In an auditorium, a physics teacher uses a pendulum made by hanging a bowling ball from a wire to the ceiling. At the low point in its swing, a ball with a mass of 7.2-kg has a speed of 6 m/s. Ignoring air resistance, how high will the bob swing above the low point before reversing direction?
My book and slides from professor do not address pendulums! How do I start this?
The KE at the bottom is equal to the max PE at the top.
1/2 m v^2=mgh
h= .5 (6^2)/9.8 meters
the kinetic energy of the bob becomes gravitational potential energy
1/2 * m * v^2 = m * g * h
1/2(7.2)(6^2)=7.2(9.8)h
h=1.8
To solve this problem, you can use the principle of conservation of mechanical energy. In the absence of air resistance, the total mechanical energy of the pendulum remains constant throughout its motion.
The mechanical energy of a pendulum consists of two components: kinetic energy (KE) and potential energy (PE). The kinetic energy is due to the motion of the ball, and the potential energy is due to its position above the low point.
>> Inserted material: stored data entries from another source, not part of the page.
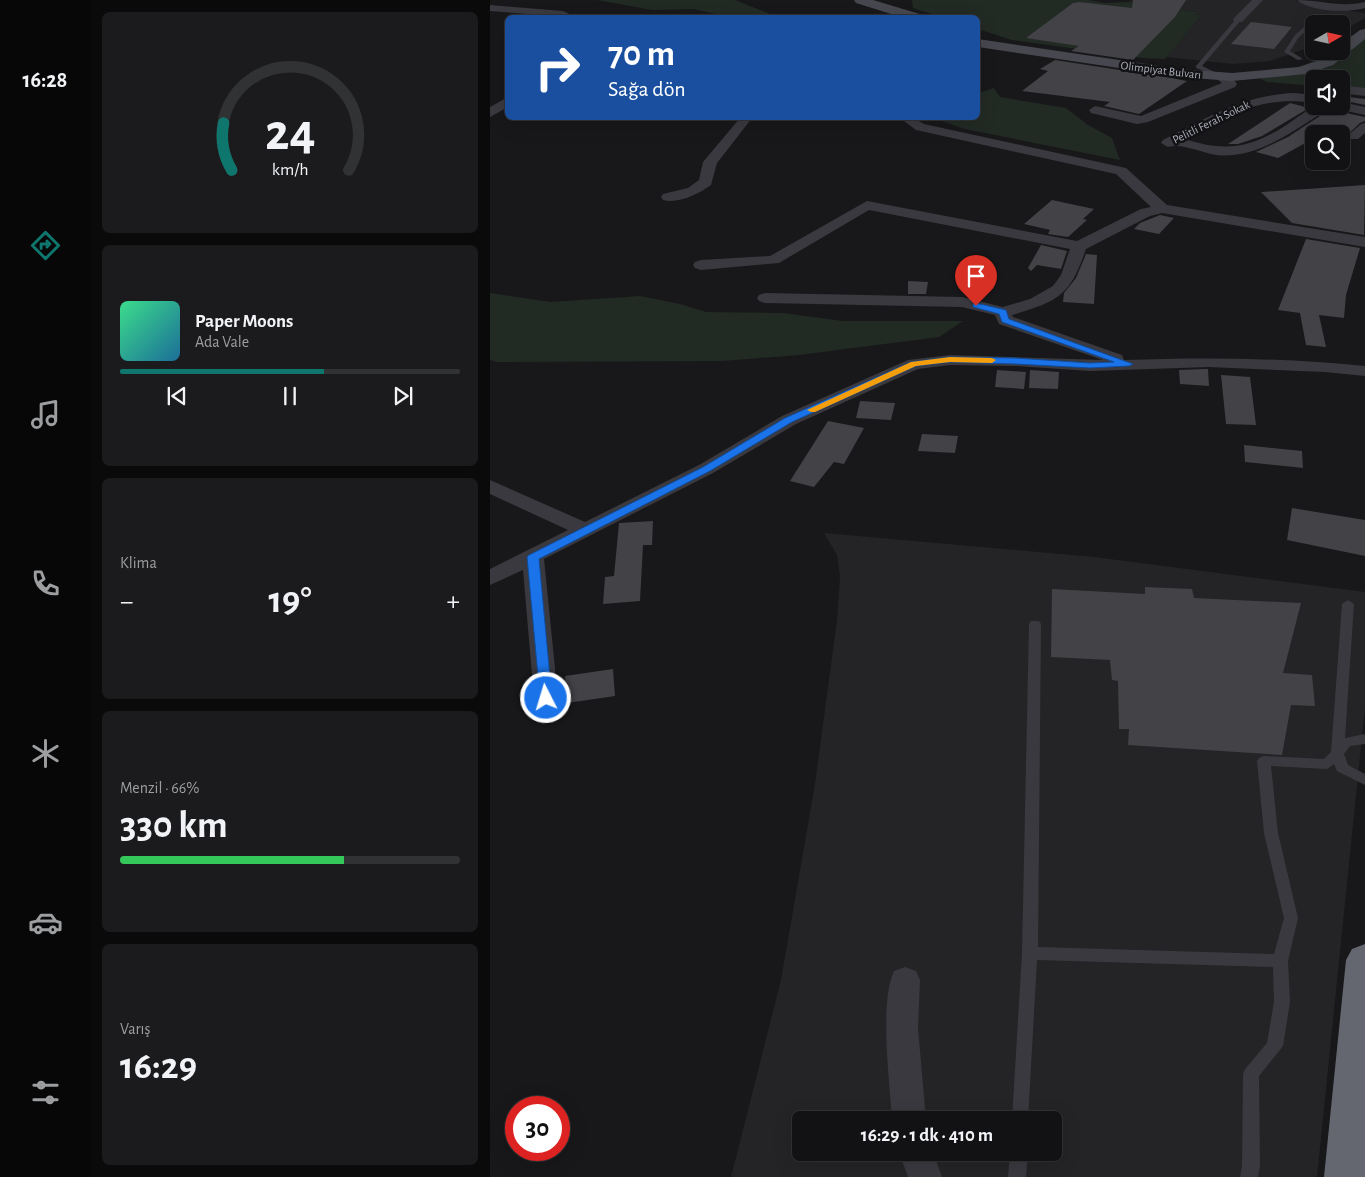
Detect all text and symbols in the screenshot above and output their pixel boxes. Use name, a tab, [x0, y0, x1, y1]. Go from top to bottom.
north arrow	[1305, 15, 1350, 60]
map controls	[1305, 15, 1350, 170]
icon: right	[525, 35, 590, 100]
text: 70 m	[608, 37, 675, 72]
street label: Olimpiyat Bulvarı	[1120, 59, 1202, 82]
text: 16:28	[23, 69, 67, 91]
button: sound	[1305, 70, 1350, 115]
text: Sağa dön	[608, 78, 686, 100]
street label: Pelitli Ferah Sokak	[1171, 98, 1252, 146]
text: 24	[265, 107, 315, 159]
button: search	[1305, 125, 1350, 170]
text: km/h	[272, 161, 308, 179]
icon: directions	[28, 228, 63, 263]
pin	[955, 255, 997, 306]
icon: arrive	[962, 262, 990, 290]
text: Paper Moons	[195, 312, 293, 331]
text: Ada Vale	[195, 334, 249, 350]
icon: previous	[163, 382, 191, 410]
icon: pause	[276, 382, 304, 410]
icon: next	[389, 382, 417, 410]
icon: music	[28, 397, 63, 432]
text: Klima	[120, 555, 157, 571]
icon: phone	[28, 566, 63, 601]
text: 19°	[268, 582, 312, 620]
text: −	[120, 588, 133, 616]
text: +	[447, 588, 460, 616]
position arrow	[519, 671, 571, 723]
icon: climate	[28, 736, 63, 771]
text: Menzil · 66%	[120, 780, 200, 796]
text: 330 km	[120, 807, 228, 845]
icon: car	[28, 905, 63, 940]
text: Varış	[120, 1021, 150, 1037]
text: 16:29	[120, 1048, 197, 1086]
icon: filters	[28, 1075, 63, 1110]
speed limit sign: 30	[505, 1096, 570, 1161]
text: 16:29 · 1 dk · 410 m	[861, 1126, 993, 1145]

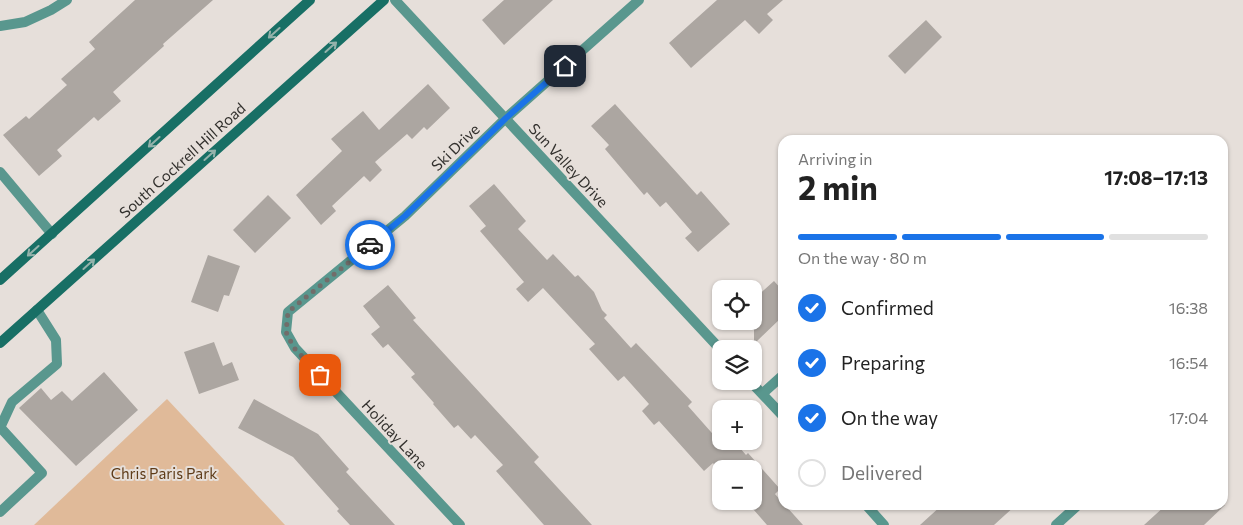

At the low point of the pendulum swing, all the potential energy is converted into kinetic energy. This means that:
PE(low point) = 0
At the highest point of the swing, all the kinetic energy is converted into potential energy. This means that:
KE(highest point) = 0
Since energy is conserved, the total mechanical energy (E) of the pendulum is the same at both the low and high points:
E(low point) = E(highest point)
Now we can use the kinetic energy equation and potential energy equation to solve for the height above the low point:
KE = 0.5 * mass * velocity^2
PE = mass * gravitational acceleration * height
At the low point, the entire energy is kinetic, so we have:
E(low point) = KE(low point) = 0.5 * mass * velocity^2
At the highest point, the entire energy is potential, so we have:
E(highest point) = PE(highest point) = mass * gravitational acceleration * height
Since the total mechanical energy is conserved, we can equate the two equations:
0.5 * mass * velocity^2 = mass * gravitational acceleration * height
Now we can solve for the height above the low point (height):
height = (0.5 * mass * velocity^2) / (mass * gravitational acceleration)
height = (0.5 * 7.2 kg * (6 m/s)^2) / (7.2 kg * 9.8 m/s^2)
height = (0.5 * 36 m^2/s^2) / 70.56 m^2/s^2
height = 18 m^2/s^2 / 70.56 m^2/s^2
height ≈ 0.255 m
Therefore, the bob will swing approximately 0.255 meters above the low point before reversing direction.